If you counted how many times a day you tell your child not to do something, then counted how many times you tell them you like what they are doing; which number do you think would be higher?? Yup, most likely the what not to do number, right? Several research studies have been done finding that children who are praised for their behaviors are more likely to continue repeating the good behaviors. I wanted to blog about the different types of praise and how to give it appropriately.

Praise The expression of approval or admiration for something or someone.

Praise for doing– Praising someone for what they did (a behavior).

  • “Good job,” “I like how you did that,” “thank you,” “awesome job,” “wow that is cool,” “you are so good at that.”

Praise for being- Praising someone for who they are

  • “I love you,” “you are special,” “I’m glad you are my daughter,” “you are such a cool kid.”

Children like to be praised, just like adults. When we are told we did well on something, we feel good, and we want to do even better next time. Unfortunately as humans, we tend to pay more attention to the behaviors we want corrected than the ones we want continued.

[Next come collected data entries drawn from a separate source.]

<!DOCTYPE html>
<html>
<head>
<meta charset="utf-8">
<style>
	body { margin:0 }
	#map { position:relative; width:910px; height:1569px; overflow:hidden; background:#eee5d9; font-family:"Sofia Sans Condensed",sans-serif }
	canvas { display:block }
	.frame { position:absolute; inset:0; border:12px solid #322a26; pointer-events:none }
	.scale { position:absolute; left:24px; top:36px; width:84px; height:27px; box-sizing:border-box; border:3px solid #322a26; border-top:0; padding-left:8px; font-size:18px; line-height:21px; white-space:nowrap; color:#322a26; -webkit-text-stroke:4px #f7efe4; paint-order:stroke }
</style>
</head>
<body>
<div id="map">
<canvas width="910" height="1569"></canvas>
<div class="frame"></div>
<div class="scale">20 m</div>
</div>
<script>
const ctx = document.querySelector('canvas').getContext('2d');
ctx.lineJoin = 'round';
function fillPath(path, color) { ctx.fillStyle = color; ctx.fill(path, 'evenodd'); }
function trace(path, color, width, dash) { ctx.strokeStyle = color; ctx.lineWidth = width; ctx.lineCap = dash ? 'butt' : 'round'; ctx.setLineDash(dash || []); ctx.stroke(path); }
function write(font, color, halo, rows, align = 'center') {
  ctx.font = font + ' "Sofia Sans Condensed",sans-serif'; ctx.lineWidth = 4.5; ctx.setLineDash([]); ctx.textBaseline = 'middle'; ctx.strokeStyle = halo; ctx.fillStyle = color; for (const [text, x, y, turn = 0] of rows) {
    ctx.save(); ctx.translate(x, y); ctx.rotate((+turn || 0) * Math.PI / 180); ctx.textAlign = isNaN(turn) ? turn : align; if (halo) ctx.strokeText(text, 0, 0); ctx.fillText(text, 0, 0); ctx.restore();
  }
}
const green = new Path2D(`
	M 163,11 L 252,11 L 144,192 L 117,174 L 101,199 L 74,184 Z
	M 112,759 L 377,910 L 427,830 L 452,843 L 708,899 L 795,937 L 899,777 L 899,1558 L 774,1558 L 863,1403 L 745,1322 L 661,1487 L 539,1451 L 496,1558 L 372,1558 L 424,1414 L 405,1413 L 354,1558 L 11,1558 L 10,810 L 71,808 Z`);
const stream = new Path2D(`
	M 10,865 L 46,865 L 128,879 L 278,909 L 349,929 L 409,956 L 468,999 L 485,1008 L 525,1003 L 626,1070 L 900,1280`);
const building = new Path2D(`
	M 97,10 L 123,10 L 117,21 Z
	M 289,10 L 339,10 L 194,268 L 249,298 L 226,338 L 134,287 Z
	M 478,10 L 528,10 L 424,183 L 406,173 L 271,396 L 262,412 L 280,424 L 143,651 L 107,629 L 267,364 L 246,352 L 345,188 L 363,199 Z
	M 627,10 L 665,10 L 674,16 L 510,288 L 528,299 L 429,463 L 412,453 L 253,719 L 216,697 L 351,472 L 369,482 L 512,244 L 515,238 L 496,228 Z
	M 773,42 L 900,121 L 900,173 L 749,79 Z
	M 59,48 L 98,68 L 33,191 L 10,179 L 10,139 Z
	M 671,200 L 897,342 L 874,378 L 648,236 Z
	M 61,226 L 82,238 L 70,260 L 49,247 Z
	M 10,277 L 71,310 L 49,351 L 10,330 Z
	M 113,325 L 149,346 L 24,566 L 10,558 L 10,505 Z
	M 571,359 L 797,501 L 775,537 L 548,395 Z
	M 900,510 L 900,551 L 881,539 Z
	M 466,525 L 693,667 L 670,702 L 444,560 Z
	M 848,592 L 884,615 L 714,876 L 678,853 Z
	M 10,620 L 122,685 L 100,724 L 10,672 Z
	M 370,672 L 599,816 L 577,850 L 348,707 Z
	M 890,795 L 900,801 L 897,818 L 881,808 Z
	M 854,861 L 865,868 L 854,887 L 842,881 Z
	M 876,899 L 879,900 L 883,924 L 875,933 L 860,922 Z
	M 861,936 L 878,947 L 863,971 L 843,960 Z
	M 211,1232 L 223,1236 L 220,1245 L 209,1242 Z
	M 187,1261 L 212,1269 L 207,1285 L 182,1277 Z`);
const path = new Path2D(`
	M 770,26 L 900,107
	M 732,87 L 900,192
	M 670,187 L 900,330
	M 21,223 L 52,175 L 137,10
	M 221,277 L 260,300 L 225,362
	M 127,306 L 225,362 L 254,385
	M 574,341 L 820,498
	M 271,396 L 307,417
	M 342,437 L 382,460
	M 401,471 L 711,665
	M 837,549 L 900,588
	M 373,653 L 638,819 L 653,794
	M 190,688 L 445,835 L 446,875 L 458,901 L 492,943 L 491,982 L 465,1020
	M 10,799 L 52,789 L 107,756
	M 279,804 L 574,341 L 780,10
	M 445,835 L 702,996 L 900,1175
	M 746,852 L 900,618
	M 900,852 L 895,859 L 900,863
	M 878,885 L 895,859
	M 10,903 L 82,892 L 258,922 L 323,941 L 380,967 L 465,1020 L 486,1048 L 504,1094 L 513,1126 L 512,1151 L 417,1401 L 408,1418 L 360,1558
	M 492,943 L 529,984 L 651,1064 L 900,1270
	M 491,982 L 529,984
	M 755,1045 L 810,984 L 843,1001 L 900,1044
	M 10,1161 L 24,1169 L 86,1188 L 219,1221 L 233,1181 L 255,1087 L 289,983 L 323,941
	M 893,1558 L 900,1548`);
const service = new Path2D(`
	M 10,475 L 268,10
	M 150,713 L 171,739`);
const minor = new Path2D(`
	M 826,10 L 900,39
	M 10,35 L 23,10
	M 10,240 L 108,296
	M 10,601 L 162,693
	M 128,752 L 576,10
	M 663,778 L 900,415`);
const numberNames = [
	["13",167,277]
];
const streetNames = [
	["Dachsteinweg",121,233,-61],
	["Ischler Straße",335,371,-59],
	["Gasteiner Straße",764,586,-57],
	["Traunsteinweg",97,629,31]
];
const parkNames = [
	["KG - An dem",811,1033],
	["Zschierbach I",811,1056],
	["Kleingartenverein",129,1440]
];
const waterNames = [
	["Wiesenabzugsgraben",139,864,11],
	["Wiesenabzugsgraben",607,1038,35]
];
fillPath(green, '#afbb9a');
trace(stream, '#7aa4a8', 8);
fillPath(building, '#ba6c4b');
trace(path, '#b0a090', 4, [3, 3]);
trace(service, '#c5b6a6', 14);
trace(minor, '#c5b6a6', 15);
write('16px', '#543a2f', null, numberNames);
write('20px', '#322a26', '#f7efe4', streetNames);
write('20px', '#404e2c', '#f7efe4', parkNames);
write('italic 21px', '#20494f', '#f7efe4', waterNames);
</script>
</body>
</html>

  • An example of paying more attention to negative behavior.
    • mom is cleaning the house and the two kids have been asked to watch cartoons while mom cleans. For 45 minutes the children sit quietly and watch TV, then all of a sudden mom hears fighting and screaming. Mom runs into the living room and gets onto the children for whatever has provoked the fighting. So, in this situation mom has now discounted the 45 minutes of good behavior and is paying attention to the negative behavior. With that said, yes, if your children start fighting then you should address the situation. But, maybe just maybe, if mom had went in the room around 20 minutes into her cleaning and praised the kids for sitting so quietly and letting mommy get some work done, they would have tried hard to continue and receive that praise again.

Another common mistake that is made when giving praise, and I see this one a lot in my work is the “Thanks for mowing the lawn, even though I had to ask you for 3 days in a row to do it.” You just told them good job and bad job in the same sentence; guess which one they will remember? Not the praise…….. if your going to tell them good job for something, stay in the present, only give the praise.

There are often arguments with parents saying, “I shouldn’t have to always tell my child good job for them to do good, they should know what is expected and act right anyway.” And those parents are right to a certain extent. I do a lot of praise work and exercises during my sessions, and I have never had a child stop doing good things just because mom did not say good job. Just like with adults at work; if your boss does not say good job, that doesn’t mean you will go do a poor job on your next assignment.

Bottom line, if you want good behavior to continue or increase you need to praise them. Praise for being and praise for doing everyday!